• [Activity] If a line in the entries below includes "casing", show that line.

• [Given information]
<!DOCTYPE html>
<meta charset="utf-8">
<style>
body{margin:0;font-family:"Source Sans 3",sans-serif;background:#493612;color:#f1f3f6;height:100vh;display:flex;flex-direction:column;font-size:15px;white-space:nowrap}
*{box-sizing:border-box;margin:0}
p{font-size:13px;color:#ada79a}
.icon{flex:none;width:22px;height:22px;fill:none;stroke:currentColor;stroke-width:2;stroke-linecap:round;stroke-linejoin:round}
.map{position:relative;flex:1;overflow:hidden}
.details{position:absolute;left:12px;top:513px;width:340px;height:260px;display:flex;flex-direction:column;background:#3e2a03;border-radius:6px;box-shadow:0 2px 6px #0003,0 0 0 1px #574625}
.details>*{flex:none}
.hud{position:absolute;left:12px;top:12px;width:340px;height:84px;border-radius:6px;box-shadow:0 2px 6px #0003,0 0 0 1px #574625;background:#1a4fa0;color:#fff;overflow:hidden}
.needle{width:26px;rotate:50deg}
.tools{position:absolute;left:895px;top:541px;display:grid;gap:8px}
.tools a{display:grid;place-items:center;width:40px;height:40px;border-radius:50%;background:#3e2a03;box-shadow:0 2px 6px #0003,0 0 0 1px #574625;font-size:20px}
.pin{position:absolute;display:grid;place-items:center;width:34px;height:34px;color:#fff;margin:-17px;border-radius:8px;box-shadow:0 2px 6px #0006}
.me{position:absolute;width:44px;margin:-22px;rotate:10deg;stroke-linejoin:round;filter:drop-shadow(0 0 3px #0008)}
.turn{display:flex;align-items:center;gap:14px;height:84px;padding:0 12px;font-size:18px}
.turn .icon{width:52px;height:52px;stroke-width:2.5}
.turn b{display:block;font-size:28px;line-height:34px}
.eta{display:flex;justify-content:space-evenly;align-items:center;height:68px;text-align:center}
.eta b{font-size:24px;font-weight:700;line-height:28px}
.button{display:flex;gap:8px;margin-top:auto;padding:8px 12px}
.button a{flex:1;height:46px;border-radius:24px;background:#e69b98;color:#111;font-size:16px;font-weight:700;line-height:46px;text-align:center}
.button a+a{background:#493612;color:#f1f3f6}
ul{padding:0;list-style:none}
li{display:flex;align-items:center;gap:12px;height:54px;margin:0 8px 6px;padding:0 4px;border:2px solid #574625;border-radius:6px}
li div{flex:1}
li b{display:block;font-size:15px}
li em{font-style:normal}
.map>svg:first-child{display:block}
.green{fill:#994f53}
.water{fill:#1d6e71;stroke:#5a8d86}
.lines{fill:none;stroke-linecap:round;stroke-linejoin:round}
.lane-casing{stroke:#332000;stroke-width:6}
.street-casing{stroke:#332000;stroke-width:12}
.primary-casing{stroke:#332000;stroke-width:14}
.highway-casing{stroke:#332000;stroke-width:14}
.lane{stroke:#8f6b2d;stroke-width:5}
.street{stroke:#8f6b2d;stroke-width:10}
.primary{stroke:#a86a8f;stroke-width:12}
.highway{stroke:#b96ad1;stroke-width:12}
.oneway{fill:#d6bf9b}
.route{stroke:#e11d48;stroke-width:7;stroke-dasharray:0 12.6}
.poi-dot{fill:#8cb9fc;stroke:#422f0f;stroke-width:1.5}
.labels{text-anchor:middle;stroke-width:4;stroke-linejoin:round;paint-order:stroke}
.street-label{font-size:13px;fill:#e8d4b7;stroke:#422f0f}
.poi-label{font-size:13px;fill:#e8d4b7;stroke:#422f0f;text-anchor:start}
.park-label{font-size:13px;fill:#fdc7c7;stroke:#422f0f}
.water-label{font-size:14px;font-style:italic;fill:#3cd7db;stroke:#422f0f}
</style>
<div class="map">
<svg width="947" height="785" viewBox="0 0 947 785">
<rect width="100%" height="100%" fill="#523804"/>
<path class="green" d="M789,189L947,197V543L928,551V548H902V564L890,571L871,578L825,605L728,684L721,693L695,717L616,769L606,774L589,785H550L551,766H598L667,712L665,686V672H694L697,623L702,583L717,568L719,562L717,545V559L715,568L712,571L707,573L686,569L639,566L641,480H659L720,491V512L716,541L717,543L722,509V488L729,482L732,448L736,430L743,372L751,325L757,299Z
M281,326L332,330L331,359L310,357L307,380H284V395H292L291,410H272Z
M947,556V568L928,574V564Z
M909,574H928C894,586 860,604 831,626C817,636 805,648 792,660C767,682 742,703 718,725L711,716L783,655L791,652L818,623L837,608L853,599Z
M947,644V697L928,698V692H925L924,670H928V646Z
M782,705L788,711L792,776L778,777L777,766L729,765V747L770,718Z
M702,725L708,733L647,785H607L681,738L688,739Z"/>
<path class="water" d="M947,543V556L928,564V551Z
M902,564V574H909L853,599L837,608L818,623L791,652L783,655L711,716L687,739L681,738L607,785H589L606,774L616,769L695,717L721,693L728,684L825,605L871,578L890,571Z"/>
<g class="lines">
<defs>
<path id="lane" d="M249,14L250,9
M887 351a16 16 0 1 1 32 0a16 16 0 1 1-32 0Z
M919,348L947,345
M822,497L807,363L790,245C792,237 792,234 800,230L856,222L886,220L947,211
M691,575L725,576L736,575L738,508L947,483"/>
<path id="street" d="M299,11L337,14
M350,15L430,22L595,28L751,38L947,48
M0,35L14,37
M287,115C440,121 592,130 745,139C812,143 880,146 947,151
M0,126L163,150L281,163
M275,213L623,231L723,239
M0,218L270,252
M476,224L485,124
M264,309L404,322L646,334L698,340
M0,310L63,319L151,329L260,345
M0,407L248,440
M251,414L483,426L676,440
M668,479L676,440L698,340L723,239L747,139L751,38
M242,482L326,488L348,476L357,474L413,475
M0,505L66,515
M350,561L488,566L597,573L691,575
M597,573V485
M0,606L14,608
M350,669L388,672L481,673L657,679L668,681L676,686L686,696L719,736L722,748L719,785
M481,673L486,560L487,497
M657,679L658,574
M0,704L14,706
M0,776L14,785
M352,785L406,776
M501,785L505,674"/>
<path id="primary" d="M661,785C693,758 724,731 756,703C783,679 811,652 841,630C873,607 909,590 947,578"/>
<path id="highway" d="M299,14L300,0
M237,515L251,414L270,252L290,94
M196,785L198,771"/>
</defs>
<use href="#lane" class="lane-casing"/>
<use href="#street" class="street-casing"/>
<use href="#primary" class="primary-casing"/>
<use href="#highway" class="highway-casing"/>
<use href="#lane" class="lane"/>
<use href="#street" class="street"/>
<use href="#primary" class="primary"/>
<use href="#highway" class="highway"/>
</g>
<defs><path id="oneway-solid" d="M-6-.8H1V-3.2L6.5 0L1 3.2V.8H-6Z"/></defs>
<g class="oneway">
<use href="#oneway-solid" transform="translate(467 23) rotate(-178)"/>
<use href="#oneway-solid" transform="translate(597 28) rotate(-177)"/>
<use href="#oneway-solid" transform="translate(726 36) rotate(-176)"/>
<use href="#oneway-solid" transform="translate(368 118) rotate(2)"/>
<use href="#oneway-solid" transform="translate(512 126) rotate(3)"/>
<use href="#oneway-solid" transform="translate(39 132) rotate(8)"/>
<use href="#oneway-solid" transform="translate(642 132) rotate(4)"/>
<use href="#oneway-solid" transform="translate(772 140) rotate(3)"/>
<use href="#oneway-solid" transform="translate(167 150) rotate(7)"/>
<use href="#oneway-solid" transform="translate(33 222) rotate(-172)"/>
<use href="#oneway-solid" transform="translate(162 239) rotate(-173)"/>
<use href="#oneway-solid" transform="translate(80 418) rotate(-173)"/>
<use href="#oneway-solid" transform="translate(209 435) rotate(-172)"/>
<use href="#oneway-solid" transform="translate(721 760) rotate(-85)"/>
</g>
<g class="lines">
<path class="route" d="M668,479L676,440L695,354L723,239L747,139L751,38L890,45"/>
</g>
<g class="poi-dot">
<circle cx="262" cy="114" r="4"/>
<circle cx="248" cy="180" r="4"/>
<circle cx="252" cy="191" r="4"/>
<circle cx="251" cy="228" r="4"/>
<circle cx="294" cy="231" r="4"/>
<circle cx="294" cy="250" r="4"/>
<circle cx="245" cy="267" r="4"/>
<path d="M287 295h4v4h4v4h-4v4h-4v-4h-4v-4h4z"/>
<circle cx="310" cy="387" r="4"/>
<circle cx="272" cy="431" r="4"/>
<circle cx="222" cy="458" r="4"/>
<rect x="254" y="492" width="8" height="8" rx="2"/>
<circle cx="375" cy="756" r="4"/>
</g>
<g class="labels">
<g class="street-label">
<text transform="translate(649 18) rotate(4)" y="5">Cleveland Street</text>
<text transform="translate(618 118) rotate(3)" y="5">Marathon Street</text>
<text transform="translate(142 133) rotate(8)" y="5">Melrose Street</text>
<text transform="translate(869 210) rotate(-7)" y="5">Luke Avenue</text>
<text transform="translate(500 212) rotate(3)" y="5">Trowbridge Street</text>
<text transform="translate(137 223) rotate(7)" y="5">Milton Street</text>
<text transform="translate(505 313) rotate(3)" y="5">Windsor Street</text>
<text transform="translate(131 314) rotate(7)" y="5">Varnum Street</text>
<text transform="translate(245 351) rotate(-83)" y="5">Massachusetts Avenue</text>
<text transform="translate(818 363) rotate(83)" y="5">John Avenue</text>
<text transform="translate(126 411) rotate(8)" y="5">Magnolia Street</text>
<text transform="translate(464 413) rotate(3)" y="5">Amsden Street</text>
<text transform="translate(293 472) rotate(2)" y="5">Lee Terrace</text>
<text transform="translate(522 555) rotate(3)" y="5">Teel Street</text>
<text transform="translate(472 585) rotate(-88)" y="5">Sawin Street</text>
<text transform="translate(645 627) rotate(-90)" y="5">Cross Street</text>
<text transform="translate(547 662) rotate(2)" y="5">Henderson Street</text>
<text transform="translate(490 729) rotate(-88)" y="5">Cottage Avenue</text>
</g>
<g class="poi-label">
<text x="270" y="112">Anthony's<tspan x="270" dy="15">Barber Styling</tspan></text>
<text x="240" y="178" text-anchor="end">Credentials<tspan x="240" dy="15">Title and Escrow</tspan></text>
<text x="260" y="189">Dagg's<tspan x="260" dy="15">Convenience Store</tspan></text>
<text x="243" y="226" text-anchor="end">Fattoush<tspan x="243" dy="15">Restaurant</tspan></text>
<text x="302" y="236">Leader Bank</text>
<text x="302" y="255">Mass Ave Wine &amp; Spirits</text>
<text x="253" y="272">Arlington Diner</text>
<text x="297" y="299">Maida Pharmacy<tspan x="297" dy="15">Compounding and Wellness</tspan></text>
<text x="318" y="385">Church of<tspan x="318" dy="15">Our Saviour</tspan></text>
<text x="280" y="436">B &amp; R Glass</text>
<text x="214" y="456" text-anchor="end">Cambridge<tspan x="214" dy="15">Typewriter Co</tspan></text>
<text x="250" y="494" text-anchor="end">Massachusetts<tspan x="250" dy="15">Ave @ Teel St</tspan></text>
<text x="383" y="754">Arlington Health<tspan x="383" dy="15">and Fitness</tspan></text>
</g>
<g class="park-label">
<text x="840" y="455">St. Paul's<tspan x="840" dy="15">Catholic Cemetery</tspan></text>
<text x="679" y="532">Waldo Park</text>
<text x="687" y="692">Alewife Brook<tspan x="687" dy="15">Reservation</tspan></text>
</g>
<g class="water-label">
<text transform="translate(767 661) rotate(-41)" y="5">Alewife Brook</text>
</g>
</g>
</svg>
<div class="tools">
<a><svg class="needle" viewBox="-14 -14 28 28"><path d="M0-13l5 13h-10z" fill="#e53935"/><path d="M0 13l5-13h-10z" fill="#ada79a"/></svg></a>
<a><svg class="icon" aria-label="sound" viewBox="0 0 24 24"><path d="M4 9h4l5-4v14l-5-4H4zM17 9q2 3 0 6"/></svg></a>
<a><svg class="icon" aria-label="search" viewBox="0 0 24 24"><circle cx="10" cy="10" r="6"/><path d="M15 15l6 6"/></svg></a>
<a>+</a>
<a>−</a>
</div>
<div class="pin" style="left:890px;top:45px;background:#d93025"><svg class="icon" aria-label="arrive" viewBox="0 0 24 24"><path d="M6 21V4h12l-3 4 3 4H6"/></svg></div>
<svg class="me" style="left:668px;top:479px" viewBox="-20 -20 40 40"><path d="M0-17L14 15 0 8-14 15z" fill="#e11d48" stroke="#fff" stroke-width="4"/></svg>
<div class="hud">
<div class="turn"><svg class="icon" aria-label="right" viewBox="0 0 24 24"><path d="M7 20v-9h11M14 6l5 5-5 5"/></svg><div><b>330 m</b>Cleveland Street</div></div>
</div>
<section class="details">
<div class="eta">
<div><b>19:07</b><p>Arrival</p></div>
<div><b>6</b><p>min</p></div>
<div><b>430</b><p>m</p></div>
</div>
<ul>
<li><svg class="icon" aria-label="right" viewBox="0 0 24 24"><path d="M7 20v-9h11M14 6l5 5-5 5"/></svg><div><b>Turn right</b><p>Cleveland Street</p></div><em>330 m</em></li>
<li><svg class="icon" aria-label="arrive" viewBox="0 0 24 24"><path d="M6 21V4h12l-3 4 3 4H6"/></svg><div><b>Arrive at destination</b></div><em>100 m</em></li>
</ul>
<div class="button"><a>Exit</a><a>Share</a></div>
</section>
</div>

• [Completed task]
.lane-casing{stroke:#332000;stroke-width:6}
.street-casing{stroke:#332000;stroke-width:12}
.primary-casing{stroke:#332000;stroke-width:14}
.highway-casing{stroke:#332000;stroke-width:14}
<use href="#lane" class="lane-casing"/>
<use href="#street" class="street-casing"/>
<use href="#primary" class="primary-casing"/>
<use href="#highway" class="highway-casing"/>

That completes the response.